Stored items:
****************

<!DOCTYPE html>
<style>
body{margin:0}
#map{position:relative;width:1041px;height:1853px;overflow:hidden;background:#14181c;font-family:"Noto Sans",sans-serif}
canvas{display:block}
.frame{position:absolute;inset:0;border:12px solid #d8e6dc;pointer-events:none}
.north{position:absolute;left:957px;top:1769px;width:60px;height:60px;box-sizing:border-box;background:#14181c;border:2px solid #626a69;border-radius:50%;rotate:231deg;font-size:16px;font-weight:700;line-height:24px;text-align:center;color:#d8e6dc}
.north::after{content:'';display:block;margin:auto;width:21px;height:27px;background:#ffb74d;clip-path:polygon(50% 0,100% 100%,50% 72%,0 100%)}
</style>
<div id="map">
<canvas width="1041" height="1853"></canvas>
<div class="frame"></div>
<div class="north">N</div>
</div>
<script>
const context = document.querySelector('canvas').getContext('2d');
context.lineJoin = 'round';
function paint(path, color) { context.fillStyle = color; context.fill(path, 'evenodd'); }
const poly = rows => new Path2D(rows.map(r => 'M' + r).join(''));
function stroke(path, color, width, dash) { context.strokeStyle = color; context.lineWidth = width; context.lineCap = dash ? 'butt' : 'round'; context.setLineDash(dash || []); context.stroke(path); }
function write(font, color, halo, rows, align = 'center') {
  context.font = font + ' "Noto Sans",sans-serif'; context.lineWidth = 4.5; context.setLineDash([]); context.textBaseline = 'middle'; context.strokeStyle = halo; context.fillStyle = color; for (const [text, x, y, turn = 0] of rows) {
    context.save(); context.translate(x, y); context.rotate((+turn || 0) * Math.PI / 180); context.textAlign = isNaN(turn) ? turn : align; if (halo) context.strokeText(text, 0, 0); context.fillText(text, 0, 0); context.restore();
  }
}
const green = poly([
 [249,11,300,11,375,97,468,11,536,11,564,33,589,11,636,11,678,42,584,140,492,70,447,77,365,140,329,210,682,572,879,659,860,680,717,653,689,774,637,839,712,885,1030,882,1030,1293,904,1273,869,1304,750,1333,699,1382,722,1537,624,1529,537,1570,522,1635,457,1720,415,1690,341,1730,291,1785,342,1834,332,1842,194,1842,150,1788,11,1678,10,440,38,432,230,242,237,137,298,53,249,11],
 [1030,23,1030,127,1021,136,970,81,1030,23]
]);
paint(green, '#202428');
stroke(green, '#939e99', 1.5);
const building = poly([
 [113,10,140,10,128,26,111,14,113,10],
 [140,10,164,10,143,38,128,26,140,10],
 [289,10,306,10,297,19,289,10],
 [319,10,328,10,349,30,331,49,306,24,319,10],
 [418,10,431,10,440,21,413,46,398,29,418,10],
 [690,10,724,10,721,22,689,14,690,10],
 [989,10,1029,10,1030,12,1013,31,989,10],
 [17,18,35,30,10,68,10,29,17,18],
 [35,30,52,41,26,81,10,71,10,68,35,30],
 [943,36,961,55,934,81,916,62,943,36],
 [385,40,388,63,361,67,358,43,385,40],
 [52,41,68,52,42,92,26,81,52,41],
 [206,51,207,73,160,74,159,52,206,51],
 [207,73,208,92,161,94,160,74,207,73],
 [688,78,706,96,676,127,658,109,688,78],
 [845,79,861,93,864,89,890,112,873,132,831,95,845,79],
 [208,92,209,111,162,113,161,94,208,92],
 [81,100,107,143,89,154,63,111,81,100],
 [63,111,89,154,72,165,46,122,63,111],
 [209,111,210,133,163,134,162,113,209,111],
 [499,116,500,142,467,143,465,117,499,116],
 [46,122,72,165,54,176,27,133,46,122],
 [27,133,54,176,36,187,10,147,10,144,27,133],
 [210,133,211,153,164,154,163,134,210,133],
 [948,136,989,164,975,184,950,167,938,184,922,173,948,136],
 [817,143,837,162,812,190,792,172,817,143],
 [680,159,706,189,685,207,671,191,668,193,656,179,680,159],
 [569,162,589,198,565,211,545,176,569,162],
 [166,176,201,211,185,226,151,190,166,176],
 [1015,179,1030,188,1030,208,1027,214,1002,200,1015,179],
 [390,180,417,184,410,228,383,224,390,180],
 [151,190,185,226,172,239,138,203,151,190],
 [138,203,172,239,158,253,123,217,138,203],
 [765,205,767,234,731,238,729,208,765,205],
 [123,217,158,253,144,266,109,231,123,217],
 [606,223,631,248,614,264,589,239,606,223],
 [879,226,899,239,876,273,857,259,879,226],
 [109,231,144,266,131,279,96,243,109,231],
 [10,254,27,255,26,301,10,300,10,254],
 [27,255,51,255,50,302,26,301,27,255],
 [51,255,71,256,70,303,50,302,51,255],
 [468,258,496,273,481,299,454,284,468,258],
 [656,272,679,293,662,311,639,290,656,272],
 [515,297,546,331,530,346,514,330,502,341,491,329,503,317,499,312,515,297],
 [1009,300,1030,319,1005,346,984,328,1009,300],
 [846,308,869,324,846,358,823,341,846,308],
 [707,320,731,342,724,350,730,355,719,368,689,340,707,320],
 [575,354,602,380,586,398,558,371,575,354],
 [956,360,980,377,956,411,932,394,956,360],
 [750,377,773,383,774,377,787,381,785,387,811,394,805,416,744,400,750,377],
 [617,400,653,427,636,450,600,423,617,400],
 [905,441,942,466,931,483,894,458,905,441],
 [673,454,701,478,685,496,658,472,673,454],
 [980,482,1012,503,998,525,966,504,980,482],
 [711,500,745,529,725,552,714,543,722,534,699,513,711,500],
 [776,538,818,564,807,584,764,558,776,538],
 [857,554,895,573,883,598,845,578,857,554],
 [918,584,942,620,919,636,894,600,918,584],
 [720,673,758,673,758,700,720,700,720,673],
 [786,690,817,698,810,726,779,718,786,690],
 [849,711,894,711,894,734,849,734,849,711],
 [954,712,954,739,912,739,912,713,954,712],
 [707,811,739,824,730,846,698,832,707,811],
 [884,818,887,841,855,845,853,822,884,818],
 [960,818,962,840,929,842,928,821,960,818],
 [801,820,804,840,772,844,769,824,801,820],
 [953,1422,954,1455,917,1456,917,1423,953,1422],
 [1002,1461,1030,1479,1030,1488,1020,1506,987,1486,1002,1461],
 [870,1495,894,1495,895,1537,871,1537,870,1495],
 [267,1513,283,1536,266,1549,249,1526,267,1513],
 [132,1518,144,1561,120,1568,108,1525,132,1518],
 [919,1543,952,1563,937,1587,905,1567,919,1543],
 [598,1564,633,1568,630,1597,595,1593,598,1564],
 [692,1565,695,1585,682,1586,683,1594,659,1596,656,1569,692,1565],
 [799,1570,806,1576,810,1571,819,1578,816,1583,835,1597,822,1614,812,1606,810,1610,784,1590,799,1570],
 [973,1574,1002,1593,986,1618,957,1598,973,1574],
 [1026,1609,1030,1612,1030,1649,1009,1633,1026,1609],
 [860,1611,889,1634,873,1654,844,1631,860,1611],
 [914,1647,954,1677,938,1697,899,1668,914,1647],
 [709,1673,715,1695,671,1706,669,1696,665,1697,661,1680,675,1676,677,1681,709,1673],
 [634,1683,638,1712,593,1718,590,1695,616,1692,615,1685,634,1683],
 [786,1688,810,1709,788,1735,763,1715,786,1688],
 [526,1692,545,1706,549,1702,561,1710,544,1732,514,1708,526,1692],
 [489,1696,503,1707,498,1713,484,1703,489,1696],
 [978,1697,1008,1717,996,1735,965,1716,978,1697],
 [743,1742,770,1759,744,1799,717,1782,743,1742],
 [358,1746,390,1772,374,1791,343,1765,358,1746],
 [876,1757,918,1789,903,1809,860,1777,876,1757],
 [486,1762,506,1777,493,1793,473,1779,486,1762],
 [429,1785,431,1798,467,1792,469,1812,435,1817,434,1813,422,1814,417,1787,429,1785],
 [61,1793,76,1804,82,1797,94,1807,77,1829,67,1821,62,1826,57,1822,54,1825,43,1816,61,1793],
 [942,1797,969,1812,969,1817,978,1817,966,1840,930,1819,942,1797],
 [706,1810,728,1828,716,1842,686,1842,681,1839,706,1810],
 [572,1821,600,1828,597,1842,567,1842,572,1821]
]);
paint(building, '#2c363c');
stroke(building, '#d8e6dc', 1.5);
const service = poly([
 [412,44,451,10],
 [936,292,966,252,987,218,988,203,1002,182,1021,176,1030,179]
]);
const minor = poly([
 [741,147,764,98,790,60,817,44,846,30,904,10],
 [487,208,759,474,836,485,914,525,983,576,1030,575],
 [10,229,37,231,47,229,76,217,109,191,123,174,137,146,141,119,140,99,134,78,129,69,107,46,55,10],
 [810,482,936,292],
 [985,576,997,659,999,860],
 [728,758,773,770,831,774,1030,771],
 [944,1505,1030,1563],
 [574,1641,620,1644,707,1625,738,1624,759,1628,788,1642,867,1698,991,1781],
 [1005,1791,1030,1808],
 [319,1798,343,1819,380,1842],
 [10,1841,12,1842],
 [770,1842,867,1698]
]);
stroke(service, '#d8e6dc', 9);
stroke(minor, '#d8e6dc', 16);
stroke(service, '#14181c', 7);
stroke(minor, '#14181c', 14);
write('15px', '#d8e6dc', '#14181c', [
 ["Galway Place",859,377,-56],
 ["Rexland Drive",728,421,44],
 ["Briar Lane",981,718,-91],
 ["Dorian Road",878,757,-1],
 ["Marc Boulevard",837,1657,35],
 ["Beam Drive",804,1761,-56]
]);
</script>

****************

◆ Assignment ◆
All that belongs in the answer is the lines from the start of the entries above through the line containing "function write(font, color, halo, rows, align", each given exactly.

◆ Answer for this exercise ◆
<!DOCTYPE html>
<style>
body{margin:0}
#map{position:relative;width:1041px;height:1853px;overflow:hidden;background:#14181c;font-family:"Noto Sans",sans-serif}
canvas{display:block}
.frame{position:absolute;inset:0;border:12px solid #d8e6dc;pointer-events:none}
.north{position:absolute;left:957px;top:1769px;width:60px;height:60px;box-sizing:border-box;background:#14181c;border:2px solid #626a69;border-radius:50%;rotate:231deg;font-size:16px;font-weight:700;line-height:24px;text-align:center;color:#d8e6dc}
.north::after{content:'';display:block;margin:auto;width:21px;height:27px;background:#ffb74d;clip-path:polygon(50% 0,100% 100%,50% 72%,0 100%)}
</style>
<div id="map">
<canvas width="1041" height="1853"></canvas>
<div class="frame"></div>
<div class="north">N</div>
</div>
<script>
const context = document.querySelector('canvas').getContext('2d');
context.lineJoin = 'round';
function paint(path, color) { context.fillStyle = color; context.fill(path, 'evenodd'); }
const poly = rows => new Path2D(rows.map(r => 'M' + r).join(''));
function stroke(path, color, width, dash) { context.strokeStyle = color; context.lineWidth = width; context.lineCap = dash ? 'butt' : 'round'; context.setLineDash(dash || []); context.stroke(path); }
function write(font, color, halo, rows, align = 'center') {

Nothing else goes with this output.